Au vu de ce qui précède, je soumets au Conseil d’Etat les questions
suivantes :
– Le Conseil d’Etat peut-il confirmer que la zone nature de la plage
publique des Eaux-Vives est une zone interdite à la pêche, au même
titre que les zones de repeuplement explicitement mentionnées par la
réglementation cantonale ?
– Si tel est le cas, pour quelles raisons cette interdiction n’apparaît-elle
pas sur la signalétique et les supports d’information actuellement
disponibles au public ?
– Si tel n’est pas le cas, le Conseil d’Etat considère-t-il comme cohérent
de permettre la pêche dans une zone officiellement fermée à l’accès du
public et dédiée à la préservation de la biodiversité ?
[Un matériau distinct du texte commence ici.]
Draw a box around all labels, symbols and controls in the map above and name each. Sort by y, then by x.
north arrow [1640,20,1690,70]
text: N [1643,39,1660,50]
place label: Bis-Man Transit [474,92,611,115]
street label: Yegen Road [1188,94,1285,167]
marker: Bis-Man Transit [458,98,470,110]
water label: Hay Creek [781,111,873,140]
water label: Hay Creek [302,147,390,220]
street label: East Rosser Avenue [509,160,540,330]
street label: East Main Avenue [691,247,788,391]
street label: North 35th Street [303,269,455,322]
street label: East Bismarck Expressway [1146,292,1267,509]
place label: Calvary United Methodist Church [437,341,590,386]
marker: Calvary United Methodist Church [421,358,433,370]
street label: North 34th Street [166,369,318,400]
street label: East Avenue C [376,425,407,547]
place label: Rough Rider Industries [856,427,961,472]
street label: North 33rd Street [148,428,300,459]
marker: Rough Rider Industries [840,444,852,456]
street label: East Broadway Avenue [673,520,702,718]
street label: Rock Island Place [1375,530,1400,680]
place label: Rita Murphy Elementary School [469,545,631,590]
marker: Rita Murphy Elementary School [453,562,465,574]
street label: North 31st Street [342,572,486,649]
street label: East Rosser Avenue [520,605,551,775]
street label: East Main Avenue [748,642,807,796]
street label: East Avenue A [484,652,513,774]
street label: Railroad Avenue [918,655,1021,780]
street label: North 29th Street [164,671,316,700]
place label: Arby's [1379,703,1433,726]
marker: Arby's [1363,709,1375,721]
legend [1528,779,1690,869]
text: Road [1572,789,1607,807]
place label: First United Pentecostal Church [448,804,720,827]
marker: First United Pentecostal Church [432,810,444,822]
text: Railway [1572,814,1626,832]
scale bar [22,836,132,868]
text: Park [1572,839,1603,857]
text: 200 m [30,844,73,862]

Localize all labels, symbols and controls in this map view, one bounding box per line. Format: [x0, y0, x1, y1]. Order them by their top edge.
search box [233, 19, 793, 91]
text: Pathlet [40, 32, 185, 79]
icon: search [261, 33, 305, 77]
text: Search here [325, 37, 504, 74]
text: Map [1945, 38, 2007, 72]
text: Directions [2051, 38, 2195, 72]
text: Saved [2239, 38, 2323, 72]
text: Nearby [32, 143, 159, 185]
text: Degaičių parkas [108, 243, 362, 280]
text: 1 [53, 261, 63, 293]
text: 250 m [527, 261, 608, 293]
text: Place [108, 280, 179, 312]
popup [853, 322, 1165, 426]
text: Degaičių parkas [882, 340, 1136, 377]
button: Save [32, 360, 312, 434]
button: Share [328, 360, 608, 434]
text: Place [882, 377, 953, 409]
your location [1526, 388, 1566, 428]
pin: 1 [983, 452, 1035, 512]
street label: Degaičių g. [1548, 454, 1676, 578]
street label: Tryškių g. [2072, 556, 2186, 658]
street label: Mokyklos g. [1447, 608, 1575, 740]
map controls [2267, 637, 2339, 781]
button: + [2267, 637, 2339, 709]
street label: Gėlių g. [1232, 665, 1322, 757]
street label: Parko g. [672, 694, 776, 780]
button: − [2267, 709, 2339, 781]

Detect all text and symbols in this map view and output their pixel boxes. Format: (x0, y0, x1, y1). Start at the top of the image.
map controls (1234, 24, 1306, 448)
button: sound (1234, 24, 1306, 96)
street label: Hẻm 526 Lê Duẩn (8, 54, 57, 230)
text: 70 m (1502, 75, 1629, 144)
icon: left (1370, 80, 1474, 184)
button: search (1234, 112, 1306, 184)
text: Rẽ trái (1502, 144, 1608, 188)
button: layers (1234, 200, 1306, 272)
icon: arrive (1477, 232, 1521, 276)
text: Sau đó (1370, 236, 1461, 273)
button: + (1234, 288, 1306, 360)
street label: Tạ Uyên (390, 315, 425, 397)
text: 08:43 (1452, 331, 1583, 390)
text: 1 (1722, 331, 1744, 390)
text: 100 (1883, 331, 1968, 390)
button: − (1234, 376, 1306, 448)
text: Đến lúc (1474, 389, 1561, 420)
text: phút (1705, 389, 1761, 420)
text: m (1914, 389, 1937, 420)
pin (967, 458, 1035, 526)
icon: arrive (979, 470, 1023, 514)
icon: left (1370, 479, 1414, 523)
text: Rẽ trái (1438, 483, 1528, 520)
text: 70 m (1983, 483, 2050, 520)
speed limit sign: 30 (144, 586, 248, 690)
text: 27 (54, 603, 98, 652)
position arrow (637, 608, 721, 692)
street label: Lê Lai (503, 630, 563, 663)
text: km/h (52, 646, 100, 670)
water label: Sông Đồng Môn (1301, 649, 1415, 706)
– Le Conseil d’Etat entend-il clarifier, par voie réglementaire ou par
adaptation de la signalétique, le statut de la pêche dans ce secteur afin
d’assurer une cohérence entre les objectifs de conservation affichés et
les usages effectivement autorisés ?
Je remercie d’avance le Conseil d’Etat des réponses qui seront apportées
à ces questions.
3/4
Q 4104-A
RÉPONSE DU CONSEIL D’ÉTAT
En guise de préambule, le Conseil d’Etat rappelle que la pêche dans le
Léman est régie par les 2 bases légales internationales suivantes :
l’Accord entre le Conseil fédéral suisse et le Gouvernement de la
République française concernant la pêche dans le lac Léman, du 20
novembre 1980 (RS 0.923.21);
le règlement d’application de l’Accord entre le Conseil fédéral suisse
et le Gouvernement de la République française concernant la pêche
dans le Lac Léman, du 9 octobre 2019 (RS 0.923.211);
ainsi que 2 bases légales intercantonales, soit :
le concordat sur la pêche dans le lac Léman, du 7 octobre 1999 (CPL;
rs/GE M 4 03);
le règlement d’exécution du concordat intercantonal sur la pêche dans
le lac Léman, du 20 décembre 2000 (RCPL; rs/GE M 4 03.01).
Ces 4 réglementations fixent les obligations pour tous les pêcheurs
lémaniques, dont les lieux où la pêche est interdite dans le Léman.
Si l’article 46 du règlement d’application de l’Accord entre le Conseil
fédéral suisse et le Gouvernement de la République française concernant la
pêche dans le lac Léman interdit la pêche depuis la roselière de la Lône, il ne
l’interdit pas depuis le mur de rive du quai Gustave-Ador, ni depuis la
passerelle qui mène au restaurant de la plage des Eaux-Vives.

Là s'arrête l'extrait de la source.